Arno J Mundt1, Anthony E Lujan, Jacob Rotmensch, Steven E Waggoner, S Diane Yamada, Gini Fleming, John C Roeske.   

Abstract

PURPOSE: To describe our initial clinical experience with intensity-modulated whole pelvic radiotherapy (IM-WPRT) in women with gynecologic malignancies. METHODS AND MATERIALS: Between February 2000 and August 2001, 40 gynecology patients underwent IM-WPRT. After fabrication of customized immobilization, all patients underwent contrast-enhanced CT, and a clinical target volume was contoured consisting of the upper vagina, parametria, uterus (if present), and presacral and pelvic lymph node regions. The clinical target volume was expanded by 1 cm to create a planning target volume (PTV). Using commercially available software, 7- or 9-field, 6-MV, coplanar IM-WPRT plans were generated for all patients. The worst acute gastrointestinal and genitourinary toxicity during treatment was scored on a 4-point scale: 0, none; 1, mild, no medications required; 2, moderate, medications required; and 3, severe, treatment breaks or cessation, hospitalization. As a comparison, acute toxicities in 35 previously treated conventional WPRT patients were analyzed. No significant differences were noted in the clinicopathologic and treatment factors between the two groups.
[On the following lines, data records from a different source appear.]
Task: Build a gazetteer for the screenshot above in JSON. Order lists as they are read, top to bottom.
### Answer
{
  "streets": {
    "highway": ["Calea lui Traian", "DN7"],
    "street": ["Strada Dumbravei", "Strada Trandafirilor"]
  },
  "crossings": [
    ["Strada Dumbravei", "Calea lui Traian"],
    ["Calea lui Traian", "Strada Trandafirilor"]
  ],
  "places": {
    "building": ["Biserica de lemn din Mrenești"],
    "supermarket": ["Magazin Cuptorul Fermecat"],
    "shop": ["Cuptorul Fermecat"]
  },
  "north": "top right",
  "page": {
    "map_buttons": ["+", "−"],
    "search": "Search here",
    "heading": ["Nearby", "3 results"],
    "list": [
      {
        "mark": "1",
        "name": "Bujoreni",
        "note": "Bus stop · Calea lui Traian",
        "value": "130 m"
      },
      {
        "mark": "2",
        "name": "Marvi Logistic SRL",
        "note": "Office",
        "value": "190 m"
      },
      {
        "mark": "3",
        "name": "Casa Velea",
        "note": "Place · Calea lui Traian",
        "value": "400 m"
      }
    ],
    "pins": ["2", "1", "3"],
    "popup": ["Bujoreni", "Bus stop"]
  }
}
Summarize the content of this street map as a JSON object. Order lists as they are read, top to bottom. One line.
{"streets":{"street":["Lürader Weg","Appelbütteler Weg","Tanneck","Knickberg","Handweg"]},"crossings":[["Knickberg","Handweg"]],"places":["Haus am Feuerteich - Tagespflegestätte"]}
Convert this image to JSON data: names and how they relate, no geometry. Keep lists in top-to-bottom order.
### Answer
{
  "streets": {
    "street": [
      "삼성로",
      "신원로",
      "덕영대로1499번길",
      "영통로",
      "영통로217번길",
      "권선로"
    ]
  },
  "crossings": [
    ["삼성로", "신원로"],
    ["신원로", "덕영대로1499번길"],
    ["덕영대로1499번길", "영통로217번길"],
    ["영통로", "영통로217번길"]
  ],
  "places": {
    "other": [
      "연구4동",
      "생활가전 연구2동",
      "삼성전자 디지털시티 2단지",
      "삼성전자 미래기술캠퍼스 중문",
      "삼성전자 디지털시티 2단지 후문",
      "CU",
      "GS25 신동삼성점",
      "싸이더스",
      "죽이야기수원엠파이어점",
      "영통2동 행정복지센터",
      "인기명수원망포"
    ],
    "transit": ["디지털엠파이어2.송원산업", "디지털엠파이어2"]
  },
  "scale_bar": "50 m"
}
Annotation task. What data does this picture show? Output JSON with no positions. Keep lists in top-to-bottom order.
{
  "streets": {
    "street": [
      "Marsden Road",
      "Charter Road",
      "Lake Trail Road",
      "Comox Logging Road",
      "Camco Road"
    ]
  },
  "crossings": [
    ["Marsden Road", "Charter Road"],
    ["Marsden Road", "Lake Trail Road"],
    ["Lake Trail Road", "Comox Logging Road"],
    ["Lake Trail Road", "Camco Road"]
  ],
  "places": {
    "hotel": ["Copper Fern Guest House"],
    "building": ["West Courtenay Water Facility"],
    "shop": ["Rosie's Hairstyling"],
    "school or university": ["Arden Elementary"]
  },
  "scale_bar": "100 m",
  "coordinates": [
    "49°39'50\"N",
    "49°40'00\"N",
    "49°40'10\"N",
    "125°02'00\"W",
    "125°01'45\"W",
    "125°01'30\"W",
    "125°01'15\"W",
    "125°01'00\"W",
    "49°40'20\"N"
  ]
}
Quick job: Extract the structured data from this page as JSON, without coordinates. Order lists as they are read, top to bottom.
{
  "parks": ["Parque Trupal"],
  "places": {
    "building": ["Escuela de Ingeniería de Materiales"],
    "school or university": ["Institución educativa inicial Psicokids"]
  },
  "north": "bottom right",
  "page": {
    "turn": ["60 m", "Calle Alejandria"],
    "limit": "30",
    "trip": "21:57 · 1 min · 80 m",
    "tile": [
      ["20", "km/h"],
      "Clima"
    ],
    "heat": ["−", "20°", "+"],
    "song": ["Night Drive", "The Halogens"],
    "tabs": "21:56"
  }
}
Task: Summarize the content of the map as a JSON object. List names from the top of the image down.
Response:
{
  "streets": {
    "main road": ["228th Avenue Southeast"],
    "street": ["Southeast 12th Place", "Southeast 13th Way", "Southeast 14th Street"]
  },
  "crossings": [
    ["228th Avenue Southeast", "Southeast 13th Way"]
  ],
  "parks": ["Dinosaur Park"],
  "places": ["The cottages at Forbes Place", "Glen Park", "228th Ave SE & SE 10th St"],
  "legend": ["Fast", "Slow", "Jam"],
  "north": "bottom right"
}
RESULTS: IM-WPRT plans provided excellent PTV coverage, with considerable sparing of the surrounding normal tissues. On average, 98.1% of the PTV received the prescription dose. The average percentage of the PTV receiving 110% and 115% of the prescription dose was 9.8% and 0.2%, respectively. IM-WPRT was well tolerated, with no patient developing Grade 3 toxicity. Grade 2 acute gastrointestinal toxicity was less common in the IM-WPRT group (60 vs. 91%, p = 0.002) than in the conventional WPRT group. Moreover, the percentage of IM-WPRT and WPRT patients requiring no or only infrequent antidiarrheal medications was 75% and 34%, respectively (p = 0.001). Although less Grade 2 genitourinary toxicity was seen in the IM-WPRT group (10% vs. 20%), this difference was not statistically significant (p = 0.22).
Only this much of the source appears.